# Data Cleaning

This notebook presents the whole data cleaning process, which consists in extracting new tables and relations, as well as cleaning the existing files from dirty tuples and values.

The new clean data files are saved in the `.csv` format, and will be used to load data to the database.

In [143]:
# Import packages
import pandas as pd
import os
import numpy as np
import csv
import json
import utils

## Data loading

We first import all the `.csv` files into `pandas` DataFrames.

_Note_: some lines are ill-formed, we choose to ignore them.

In [144]:
# Root of the data files
PATH = os.path.join('..', 'data', 'original')

# Dic: name -> dataframe
dataframes = {}

# Get all the original files
for file in os.listdir(PATH):
    # Skip hidden files
    if (file.startswith('.')):
        continue
        
    name = file.split('.')[0]
    # Note: some lines are ill-formed, we ignore them
    dataframes[name] = pd.read_csv(os.path.join(PATH, file), encoding='utf-8', quoting=csv.QUOTE_NONE)

  interactivity=interactivity, compiler=compiler, result=result)
  interactivity=interactivity, compiler=compiler, result=result)


We just remove here all stories that have everything null appart from _type-id issue-id_ and _id_.

In [145]:
dataframes['story'] = dataframes['story'].dropna(thresh=4)

## Notes table

This part aims to extract the notes from each table containing a `notes` attributes. Notes are loaded in a new table, and replaced by foreign keys in the original tables.


We first concatenate all the notes from all the dataframes. And create the new note dataframe

In [146]:
notes = pd.Series()

# Get all the notes from all the dataframes containing notes
for _, df in dataframes.items():
    if 'notes' in df.columns: 
        notes = notes.append(df['notes'].dropna(), ignore_index=True)
    
    if 'reprint_notes' in df.columns:
        notes = notes.append(df['reprint_notes'].dropna(), ignore_index=True)

notes_df = utils.extract_table(notes, 'notes')
dataframes['notes'] = notes_df
notes_df.head()


Unnamed: 0,id,notes
1,1,Used for the MLJ superheroes that DC licensed ...
2,2,An imprint of HarperCollins Publishers; URL li...
3,3,Lancé en 2008 le label Fusion Comics était com...
4,4,"a highly-stylized ""A"" with the crossbar formed..."
5,5,Letter B is larger than rest of text.
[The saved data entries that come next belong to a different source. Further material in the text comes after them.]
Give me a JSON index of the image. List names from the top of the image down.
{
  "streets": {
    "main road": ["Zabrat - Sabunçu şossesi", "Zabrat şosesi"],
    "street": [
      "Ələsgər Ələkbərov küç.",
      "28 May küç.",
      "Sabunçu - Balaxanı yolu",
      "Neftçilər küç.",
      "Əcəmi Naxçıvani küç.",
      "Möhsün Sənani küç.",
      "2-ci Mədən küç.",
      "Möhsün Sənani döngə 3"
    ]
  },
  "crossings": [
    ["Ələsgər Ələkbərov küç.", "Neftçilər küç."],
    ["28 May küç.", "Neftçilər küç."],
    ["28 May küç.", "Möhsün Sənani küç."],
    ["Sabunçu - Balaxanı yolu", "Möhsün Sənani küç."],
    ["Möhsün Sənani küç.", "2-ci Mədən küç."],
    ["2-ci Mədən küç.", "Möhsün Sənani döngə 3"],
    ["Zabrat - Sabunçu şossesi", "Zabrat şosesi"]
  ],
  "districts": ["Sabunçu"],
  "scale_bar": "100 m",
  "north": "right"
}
Replace the notes by the IDs in the original tables:

In [147]:
for name, df in dataframes.items():
    # Skip the notes dataframe obviously
    if name == 'notes':
        continue
    
    if 'notes' in df.columns:
        # Map notes to their IDs
        df['notes_id'] = utils.map_column(df['notes'], dataframes['notes'], 'id', 'notes')
        df.drop('notes', axis=1, inplace=True)
        
    if 'reprint_notes' in df.columns:
        df['reprint_notes_id'] = utils.map_column(df['reprint_notes'], dataframes['notes'], 'id', 'notes')
        df.drop('reprint_notes', axis=1, inplace=True)

In [148]:
dataframes['story']['notes_id'].head()

0        NaN
1    86501.0
2    86502.0
3    86502.0
4        NaN
Name: notes_id, dtype: float64

In [149]:
dataframes['story']['reprint_notes_id'].head(10)

0         NaN
1         NaN
2         NaN
3         NaN
4         NaN
5    377020.0
6         NaN
7    377021.0
8    377021.0
9         NaN
Name: reprint_notes_id, dtype: float64

## First/Last issue Relation

We noticed that there is a cyclic dependency between the tables _Issues_ and _Series_, since issues belong to a serie, and series have a first and last issue. It's generally a bad idea (and impossible practically) to create such cyclic relations between tables. So we decide to create a new relation *First_last_issue* to link series with their first and last issue, and remove the reference to _Issues_ in _Series_.

In [150]:
# Extract relation
first_last_issue = dataframes['series'][['id', 'first_issue_id', 'last_issue_id']]

# Rename the columns
first_last_issue.columns = ['serie_id', 'first_issue_id', 'last_issue_id']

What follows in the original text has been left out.